Marc Parrish, VP, Membership and Loyalty, Barnes & Noble, says that we need to start leading our customers to “radical loyalty.” In the 1980’s, airlines started picking up on the idea of loyalty and suddenly they had created the first frequent flyer miles program, AAdvantage, which aimed to gain the loyalty of frequent travelers as the most valuable customers by tracking members’ behavior. Now there are more than 70 frequent flyer programs worldwide with 300 million members and 10 million awards tickets made yearly. More than 75 percent of those tickets go unredeemed. In many ways, retail loyalty programs are similar. Consider these stats that Parrish cited in his presentation at eTail Boston:

– 1.8 billion loyalty program members in the US, a 25% increase from 2006

– 80% of consumers have at least one loyalty card

– 56% are inactive

– 14.1 – average number of US programs per household

– 6.2 – average number of active programs per household

So what about those other eight loyalty cards we all have in our purses, wallets, etc.? How do we get our customers to use those, or if we’re a new one added into the mix, how do we make sure we are one of the six they are using?

In order to succeed, Parrish says we must ask ourselves two questions as retailers:

  1. Is there room for innovation in this crowded house?
  2. Are consumers still listening?

His claim is that the answer to both questions is yes – but that radical loyalty mindset mentioned earlier is what’s needed. Let’s get into what that means…

According to Parrish, you have to be innovative and break out of the generic noise and loyalty rut to force consumers to give you a second look. He gave the audience the following example:

Imagine it’s 2005 and you have to pitch a venture capitalist. You tell him you want to start an ecommerce company that is going to sell product in one vertical at full price. You also say that this product is something that needs to be tried on and that fit is crucial. Your VC will probably start looking at you cockeyed at this point, wondering how you expect to sell a full-price product that needs to be tried on, online. So you respond that you’re going to give great customer service. Eyes roll. And you say, wait, we’re going to give GREAT customer service, really! Eyes still rolling. Oh, and free shipping. The VC’s eyes re-focus and a brow raises. Both ways. He’s sold.

Does this business proposition sound familiar? No? Well, does Zappos.com sound familiar?

This is exactly the model they built, and their customer loyalty is phenomenal – no one can debate it. Seventy five percent of their shoppers are repeat customers. The company’s CEO, Tony Hsieh, said, “We’re a service company that just happens to sell shoes.”

But don’t get too excited. Even successful loytalty programs need to be kept fresh.

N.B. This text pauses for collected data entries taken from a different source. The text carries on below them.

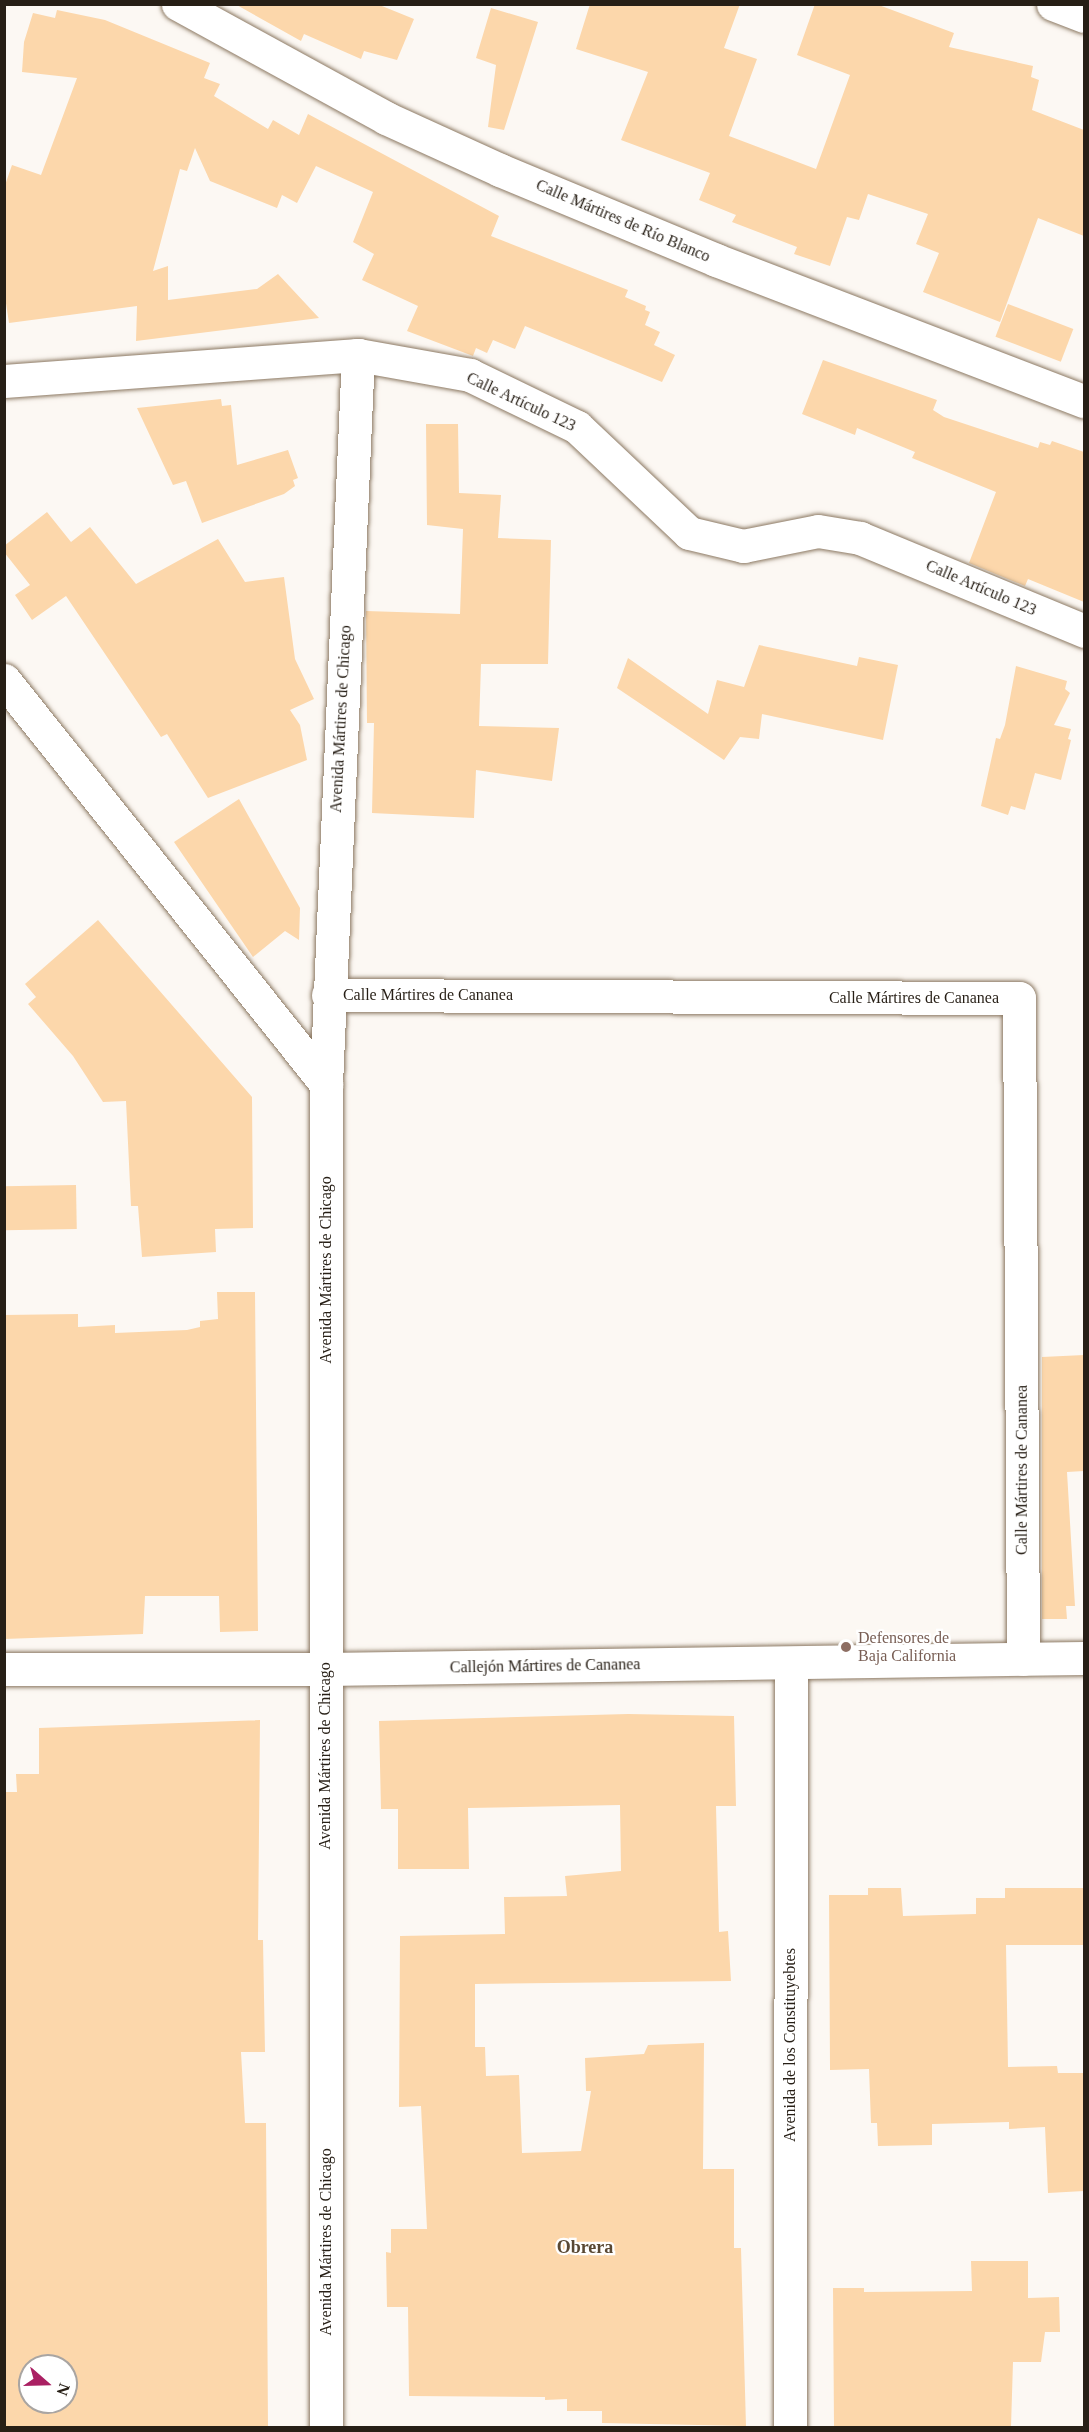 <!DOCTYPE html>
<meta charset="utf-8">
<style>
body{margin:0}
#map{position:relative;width:1089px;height:2432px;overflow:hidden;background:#fcf8f3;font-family:"Times New Roman",serif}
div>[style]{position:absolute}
.building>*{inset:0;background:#fcd7ab;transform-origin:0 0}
.roads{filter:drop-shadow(0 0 2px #8c7963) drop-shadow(0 0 2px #8c7963)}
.minor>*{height:33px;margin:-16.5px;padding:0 16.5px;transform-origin:16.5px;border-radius:16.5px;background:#fff}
.tertiary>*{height:33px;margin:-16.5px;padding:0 16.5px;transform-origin:16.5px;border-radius:16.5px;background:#fff}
.dots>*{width:16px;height:16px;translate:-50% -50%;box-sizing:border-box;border:3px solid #fff;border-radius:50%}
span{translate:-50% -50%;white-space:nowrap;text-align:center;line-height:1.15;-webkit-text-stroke:4.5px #fff;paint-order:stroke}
.street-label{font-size:16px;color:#271f16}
.education-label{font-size:16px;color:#785e54}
.left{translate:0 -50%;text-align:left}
.neighbourhood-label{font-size:18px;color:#594833;font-weight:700}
.frame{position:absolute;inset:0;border:6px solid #271f16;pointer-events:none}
.north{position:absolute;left:18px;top:2354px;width:60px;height:60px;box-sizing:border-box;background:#fff;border:2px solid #a9a5a2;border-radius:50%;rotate:110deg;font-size:16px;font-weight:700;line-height:24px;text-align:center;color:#271f16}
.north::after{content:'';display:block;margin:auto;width:21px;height:27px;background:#aa2063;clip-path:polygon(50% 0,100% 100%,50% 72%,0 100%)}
</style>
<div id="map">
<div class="building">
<div style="clip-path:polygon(235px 4px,377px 4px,414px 19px,397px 60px,364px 51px,361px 59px,304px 34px,301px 41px)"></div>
<div style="clip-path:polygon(590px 4px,740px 4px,724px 48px,757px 59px,729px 136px,816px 169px,850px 75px,797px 55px,815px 4px,876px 4px,954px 33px,949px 47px,1033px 66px,1031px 77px,1039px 80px,1032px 110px,1084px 130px,1084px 236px,1038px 218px,1000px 322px,923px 292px,939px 253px,916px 244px,928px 214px,868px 194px,859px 220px,847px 217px,830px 266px,794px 254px,797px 247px,732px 222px,736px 215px,699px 200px,710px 173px,621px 140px,648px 72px,576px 49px)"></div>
<div style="clip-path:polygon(491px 8px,538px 22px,504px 130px,488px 127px,496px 65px,476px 58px)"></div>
<div style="clip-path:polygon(57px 10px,105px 20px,210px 63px,204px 78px,220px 84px,214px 96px,268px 129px,273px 120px,299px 135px,308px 114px,499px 216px,491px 236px,628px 290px,625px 297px,646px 306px,645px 310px,650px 312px,645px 325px,660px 332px,654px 345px,675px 355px,662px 382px,525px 326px,515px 349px,493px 340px,487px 353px,476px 348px,473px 356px,407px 331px,418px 306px,362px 280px,374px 254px,353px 242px,373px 192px,316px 166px,297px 203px,282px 195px,277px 208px,210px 181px,195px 148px,187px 171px,180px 169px,153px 271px,168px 266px,168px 300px,257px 289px,278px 274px,319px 318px,136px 341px,137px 306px,9px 323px,4px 290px,4px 188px,12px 165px,41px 175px,77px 78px,22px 72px,24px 42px,33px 13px,55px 18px)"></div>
<div style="left:1008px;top:304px;width:70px;height:35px;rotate:21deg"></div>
<div style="clip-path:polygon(823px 360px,937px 400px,933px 410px,944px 417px,1038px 448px,1040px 442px,1050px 445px,1052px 441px,1084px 452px,1084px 602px,1028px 579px,1025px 586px,969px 563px,996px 492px,912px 458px,915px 452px,857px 428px,855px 435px,802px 414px)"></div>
<div style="clip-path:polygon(221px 399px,222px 406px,231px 405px,237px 465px,288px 450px,298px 478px,293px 480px,295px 486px,284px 494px,202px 523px,186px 481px,173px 485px,137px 408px)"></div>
<div style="clip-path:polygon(426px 424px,458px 424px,459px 493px,501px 495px,498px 538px,551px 540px,548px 664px,481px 664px,479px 726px,559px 728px,552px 781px,476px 770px,474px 818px,372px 813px,374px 723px,367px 723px,366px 611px,460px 614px,463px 529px,427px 525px)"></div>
<div style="clip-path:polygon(47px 512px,71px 542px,90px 527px,136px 584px,218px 539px,245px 582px,284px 577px,295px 659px,314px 699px,290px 710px,300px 725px,307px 760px,208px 798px,167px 734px,161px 737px,66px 596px,32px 620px,15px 595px,30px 585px,4px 552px,4px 546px)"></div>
<div style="clip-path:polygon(759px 645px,857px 666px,859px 657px,898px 665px,883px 740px,762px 714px,759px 739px,740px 737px,724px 760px,617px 688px,628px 658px,708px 714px,717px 680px,744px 687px)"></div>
<div style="clip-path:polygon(1016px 666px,1067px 681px,1065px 689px,1070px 693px,1054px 725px,1071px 729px,1068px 739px,1071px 740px,1061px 780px,1035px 773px,1025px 810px,1011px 806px,1008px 815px,981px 806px,996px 738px,1000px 739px,1005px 725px)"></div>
<div style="clip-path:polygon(239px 799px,300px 908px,299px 940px,285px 931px,253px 957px,174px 842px)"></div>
<div style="clip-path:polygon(98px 920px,252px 1097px,253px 1228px,215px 1229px,216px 1252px,142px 1257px,138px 1206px,131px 1206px,126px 1101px,103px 1102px,73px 1056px,28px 1004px,36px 997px,25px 984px)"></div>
<div style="left:76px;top:1185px;width:44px;height:72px;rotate:89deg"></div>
<div style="clip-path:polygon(217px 1292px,255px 1292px,258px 1631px,220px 1632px,219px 1596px,145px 1596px,143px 1634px,4px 1639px,4px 1315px,78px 1314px,78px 1327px,115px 1325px,115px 1333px,187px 1330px,200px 1327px,200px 1321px,218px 1319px)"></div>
<div style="clip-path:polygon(1084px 1355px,1084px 1471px,1067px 1472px,1075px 1606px,1066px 1606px,1067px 1619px,1042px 1619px,1042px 1357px)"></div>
<div style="clip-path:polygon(628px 1714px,734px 1716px,736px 1806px,716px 1806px,719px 1932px,728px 1931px,731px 1981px,475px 1984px,475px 2047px,485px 2047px,486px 2076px,519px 2075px,522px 2153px,581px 2151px,591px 2091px,586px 2091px,585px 2058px,644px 2054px,648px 2045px,704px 2043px,703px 2169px,734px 2169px,734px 2248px,741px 2248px,746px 2426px,602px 2423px,602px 2411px,567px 2411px,567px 2399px,545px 2400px,545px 2397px,409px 2396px,408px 2307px,387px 2307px,386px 2252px,391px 2253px,391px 2229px,427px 2229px,421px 2106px,399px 2107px,400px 1936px,505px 1934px,504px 1897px,567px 1896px,565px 1876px,621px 1871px,620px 1805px,468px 1808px,469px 1869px,398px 1869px,398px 1809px,381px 1809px,379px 1721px)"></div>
<div style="clip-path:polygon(evenodd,260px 1720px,258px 1940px,263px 1940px,265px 2052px,241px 2052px,245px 2123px,266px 2123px,268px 2427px,4px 2427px,4px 1792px,17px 1792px,16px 1774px,39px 1774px,39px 1728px,260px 1720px,30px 2366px,66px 2366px,66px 2402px,30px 2402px,30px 2366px)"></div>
<div style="clip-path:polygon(868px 1888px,901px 1888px,903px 1916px,976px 1914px,976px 1898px,1005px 1898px,1005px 1888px,1084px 1888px,1084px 1945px,1006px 1945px,1008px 2067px,1057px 2066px,1058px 2073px,1084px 2073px,1084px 2191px,1048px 2193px,1045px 2127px,1009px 2129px,1009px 2122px,932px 2124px,932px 2145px,878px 2146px,877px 2123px,871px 2123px,869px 2069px,830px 2070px,829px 1895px,868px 1895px)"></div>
<div style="clip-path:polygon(971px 2261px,1028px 2261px,1028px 2298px,1059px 2297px,1060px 2332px,1045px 2332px,1041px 2362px,1013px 2362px,1011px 2427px,834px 2427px,833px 2288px,864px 2288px,864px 2292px,972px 2291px)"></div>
</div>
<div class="roads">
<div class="minor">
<div style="left:178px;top:4px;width:237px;rotate:28.7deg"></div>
<div style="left:386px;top:118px;width:125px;rotate:24.5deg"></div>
<div style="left:500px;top:170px;width:234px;rotate:22.6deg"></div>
<div style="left:716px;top:260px;width:394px;rotate:21deg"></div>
<div style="left:4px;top:381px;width:355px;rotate:-4.2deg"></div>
<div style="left:358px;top:355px;width:114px;rotate:10.1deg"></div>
<div style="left:470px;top:375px;width:119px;rotate:25.9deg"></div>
<div style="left:577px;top:427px;width:154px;rotate:43.4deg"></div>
<div style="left:689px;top:533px;width:56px;rotate:13.5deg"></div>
<div style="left:743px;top:546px;width:76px;rotate:-11.3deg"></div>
<div style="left:818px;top:531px;width:43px;rotate:9.5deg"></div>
<div style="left:860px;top:538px;width:243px;rotate:22.5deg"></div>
<div style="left:328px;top:995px;width:691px;rotate:0.25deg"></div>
<div style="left:1019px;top:998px;width:661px;rotate:89.65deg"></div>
<div style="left:326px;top:1084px;width:730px;rotate:-87.49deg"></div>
<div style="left:4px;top:1669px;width:321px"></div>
<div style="left:325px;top:1669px;width:759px;rotate:-0.83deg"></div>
<div style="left:790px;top:2428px;width:765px;rotate:-89.93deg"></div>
</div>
<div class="tertiary">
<div style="left:1053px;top:4px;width:33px;rotate:21deg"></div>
<div style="left:4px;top:680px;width:517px;rotate:51.44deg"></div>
<div style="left:326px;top:1084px;width:1344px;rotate:90deg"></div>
</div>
</div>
<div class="dots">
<div style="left:846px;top:1647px;background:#8d6e63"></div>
</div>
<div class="street-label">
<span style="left:623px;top:221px;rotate:23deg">Calle Mártires de Río Blanco</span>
<span style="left:521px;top:402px;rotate:25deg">Calle Artículo 123</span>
<span style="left:981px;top:588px;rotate:23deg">Calle Artículo 123</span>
<span style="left:341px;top:719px;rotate:-87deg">Avenida Mártires de Chicago</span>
<span style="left:428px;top:995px">Calle Mártires de Cananea</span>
<span style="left:914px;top:998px">Calle Mártires de Cananea</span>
<span style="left:326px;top:1270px;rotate:-90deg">Avenida Mártires de Chicago</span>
<span style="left:1022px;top:1470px;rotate:-90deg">Calle Mártires de Cananea</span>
<span style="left:545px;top:1666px;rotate:-1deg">Callejón Mártires de Cananea</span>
<span style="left:325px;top:1756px;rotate:-90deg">Avenida Mártires de Chicago</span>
<span style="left:790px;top:2045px;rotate:-90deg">Avenida de los Constituyebtes</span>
<span style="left:326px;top:2242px;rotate:-90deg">Avenida Mártires de Chicago</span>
</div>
<div class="education-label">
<span class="left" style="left:858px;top:1647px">Defensores de<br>Baja California</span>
</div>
<div class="neighbourhood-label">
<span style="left:585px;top:2247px">Obrera</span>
</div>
<div class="frame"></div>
<div class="north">N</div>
</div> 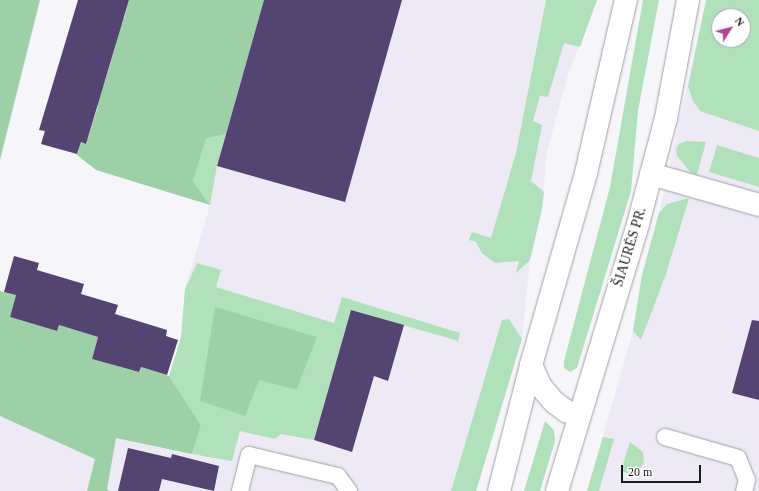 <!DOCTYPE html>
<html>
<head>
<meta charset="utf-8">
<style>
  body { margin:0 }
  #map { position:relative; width:759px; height:491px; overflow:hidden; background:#f6f5fa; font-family:"Times New Roman",serif }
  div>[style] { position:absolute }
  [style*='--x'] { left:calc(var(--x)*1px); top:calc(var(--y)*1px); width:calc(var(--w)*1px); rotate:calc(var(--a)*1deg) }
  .built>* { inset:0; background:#edeaf6 }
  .green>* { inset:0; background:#b1e1ba }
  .forest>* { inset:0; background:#9dd0a7 }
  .building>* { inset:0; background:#544472 }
  .roads { filter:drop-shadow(0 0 1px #a1a0a4) drop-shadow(0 0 1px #a1a0a4) }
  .service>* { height:16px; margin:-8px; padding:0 8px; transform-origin:8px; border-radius:8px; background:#fff }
  .minor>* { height:22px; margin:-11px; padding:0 11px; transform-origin:11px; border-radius:11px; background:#fff }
  .secondary>* { height:22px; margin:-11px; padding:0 11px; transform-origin:11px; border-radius:11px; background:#fff }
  span { translate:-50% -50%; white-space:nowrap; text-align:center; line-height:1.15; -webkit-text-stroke:4px #fff; paint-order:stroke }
  .street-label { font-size:14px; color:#1a1a1b }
  .north { position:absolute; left:711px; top:8px; width:40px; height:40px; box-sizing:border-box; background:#fff; border:1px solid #a3a3a4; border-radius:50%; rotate:54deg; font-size:11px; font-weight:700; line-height:16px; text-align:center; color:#1a1a1b }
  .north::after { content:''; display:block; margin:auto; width:14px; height:18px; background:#b64199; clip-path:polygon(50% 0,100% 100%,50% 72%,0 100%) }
  .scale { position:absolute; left:621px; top:465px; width:80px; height:18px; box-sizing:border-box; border:2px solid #1a1a1b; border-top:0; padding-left:5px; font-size:12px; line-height:14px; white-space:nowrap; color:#1a1a1b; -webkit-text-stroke:3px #fff; paint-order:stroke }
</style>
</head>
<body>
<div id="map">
  <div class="built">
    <div style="clip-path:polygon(197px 0,597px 0,568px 75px,547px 151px,542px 209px,530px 260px,522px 339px,476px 491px,0 491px,0 356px,161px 403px,181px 337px,185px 289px,210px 205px,193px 181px)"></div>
    <div style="clip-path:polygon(evenodd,706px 0,759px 0,759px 491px,587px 491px,633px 331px,642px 275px,659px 213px,706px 0,719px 16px,743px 16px,743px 40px,719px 40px,719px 16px)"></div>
  </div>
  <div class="green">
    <div style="clip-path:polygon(546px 0,597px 0,580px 47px,564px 43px,548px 97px,540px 96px,533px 121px,542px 125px,531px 181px,544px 192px,542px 209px,530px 260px,516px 273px,519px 261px,495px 263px,482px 253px,476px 242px,469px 240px,472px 232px,491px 238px,516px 153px)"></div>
    <div style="clip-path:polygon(643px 0,659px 0,638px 111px,631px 191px,577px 368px,570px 372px,564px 368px,564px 361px,610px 187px)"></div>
    <div style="clip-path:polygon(evenodd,706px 0,759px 0,759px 131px,700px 111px,693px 101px,688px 87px,706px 0,719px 16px,743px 16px,743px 40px,719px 40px,719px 16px)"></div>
    <div style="clip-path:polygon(226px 134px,217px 166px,210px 205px,193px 181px,206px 137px)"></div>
    <div style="clip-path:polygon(687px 141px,706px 142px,697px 175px,690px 172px,677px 156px,676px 149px,679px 144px)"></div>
    <div style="clip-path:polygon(717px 145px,759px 158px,759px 187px,709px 172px)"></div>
    <div style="clip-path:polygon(689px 198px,666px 274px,641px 340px,633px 331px,642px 275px,659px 213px,667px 204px)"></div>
    <div style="clip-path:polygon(evenodd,197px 263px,221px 270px,216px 287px,334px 323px,342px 297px,460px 333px,458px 341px,351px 310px,314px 440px,281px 434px,275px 439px,240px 431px,232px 461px,192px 454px,201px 425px,169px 376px,181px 337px,185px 289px,197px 263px,317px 337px,297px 390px,259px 379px,317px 337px)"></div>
    <div style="clip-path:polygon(509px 319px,522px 339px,476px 491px,451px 491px,502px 320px)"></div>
    <div style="clip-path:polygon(545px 421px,554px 430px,555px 441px,540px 491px,524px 491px)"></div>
    <div style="clip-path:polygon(603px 437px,614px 439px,599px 491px,587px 491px)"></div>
    <div style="clip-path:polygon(630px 442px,643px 452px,644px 462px,636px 476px,621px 471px)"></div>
  </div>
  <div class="forest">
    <div style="clip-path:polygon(0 0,40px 0,0 160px)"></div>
    <div style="clip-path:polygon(129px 0,264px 0,226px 134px,206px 138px,193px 181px,210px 205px,96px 170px,77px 155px,81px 142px,86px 144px,98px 106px,93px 104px,100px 80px,105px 81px,116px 44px,111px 42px,118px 17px,124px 19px)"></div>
    <div style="clip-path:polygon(0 291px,16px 295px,10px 317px,57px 331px,59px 325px,98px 337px,92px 359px,139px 372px,141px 367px,169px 376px,201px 425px,192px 454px,116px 438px,107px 489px,109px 491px,87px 491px,95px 459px,0 416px)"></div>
    <div style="clip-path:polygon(215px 307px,317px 337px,297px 390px,259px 380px,245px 416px,200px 401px)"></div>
  </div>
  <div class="building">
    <div style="clip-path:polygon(78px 0,129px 0,86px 144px,81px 142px,77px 154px,41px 144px,45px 131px,39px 130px)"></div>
    <div style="clip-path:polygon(264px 0,402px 0,345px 202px,217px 166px)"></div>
    <div style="clip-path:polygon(14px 256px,39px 263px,37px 270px,84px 284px,81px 294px,118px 305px,115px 314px,167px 330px,166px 336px,178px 340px,167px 375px,141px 367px,139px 372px,92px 359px,98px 337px,59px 325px,57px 331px,10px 317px,16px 295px,4px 292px)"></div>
    <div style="clip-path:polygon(351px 310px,404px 325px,388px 381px,374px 376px,352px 452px,314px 440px)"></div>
    <div style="clip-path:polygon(752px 320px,759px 321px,759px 400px,732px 393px)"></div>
    <div style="clip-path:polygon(128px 448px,171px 458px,172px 454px,219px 466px,214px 491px,162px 479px,159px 491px,118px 491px)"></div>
  </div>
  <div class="roads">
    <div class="service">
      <div style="--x:665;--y:437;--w:76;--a:16"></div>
      <div style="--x:738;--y:458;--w:24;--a:68"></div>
      <div style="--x:747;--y:480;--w:11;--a:105"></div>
      <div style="--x:240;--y:491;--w:37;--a:-76"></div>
      <div style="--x:249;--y:455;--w:91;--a:13.3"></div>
      <div style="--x:338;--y:476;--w:19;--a:54"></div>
    </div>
    <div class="minor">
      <div style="--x:651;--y:174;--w:112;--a:16"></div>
    </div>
    <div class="secondary">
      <div style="--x:531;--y:365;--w:24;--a:66"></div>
      <div style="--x:541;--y:387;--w:20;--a:49"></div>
      <div style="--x:554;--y:402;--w:15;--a:37"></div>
      <div style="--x:566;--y:411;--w:14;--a:21"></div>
      <div style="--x:499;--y:491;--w:130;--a:-75.7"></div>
      <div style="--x:531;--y:365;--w:200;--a:-74"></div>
      <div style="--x:586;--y:173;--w:178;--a:-77"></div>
      <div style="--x:557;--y:491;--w:279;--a:-73.1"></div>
      <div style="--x:638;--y:224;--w:110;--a:-75.2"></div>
      <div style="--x:666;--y:118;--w:120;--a:-79.4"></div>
    </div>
  </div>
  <div class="street-label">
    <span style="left:630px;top:247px;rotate:-73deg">ŠIAURĖS PR.</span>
  </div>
  <div class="north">N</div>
  <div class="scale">20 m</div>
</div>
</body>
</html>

Barnes & Noble trialed a program of free trial memberships. Through various testing, the company found that retailers have to say yes to customers first because once you say no, your customer thinks you will always say no. In other words, give them something upfront and get them to sign on with you so that you build a connection and they’re less likely to leave your brand later.

Another important – perhaps one of the most important – facet of loyalty is dat, and good analysis of that data. “We all need to learn to identify the highest value loyalty through consumption pattern analytics,” said Parrish. Data analytics will prove to be a key competitive advantage.

“Loyalty also needs to turn into relationships. We need to get the active customer loyal to a product also loyal to the brand.”

Finally, limited resources demand informed, tough judgments. Retailers must determine how much to invest in the customer relationship and know how to answer the following: How much does a call cost? An email? How much more will they spend if I earn their loyalty?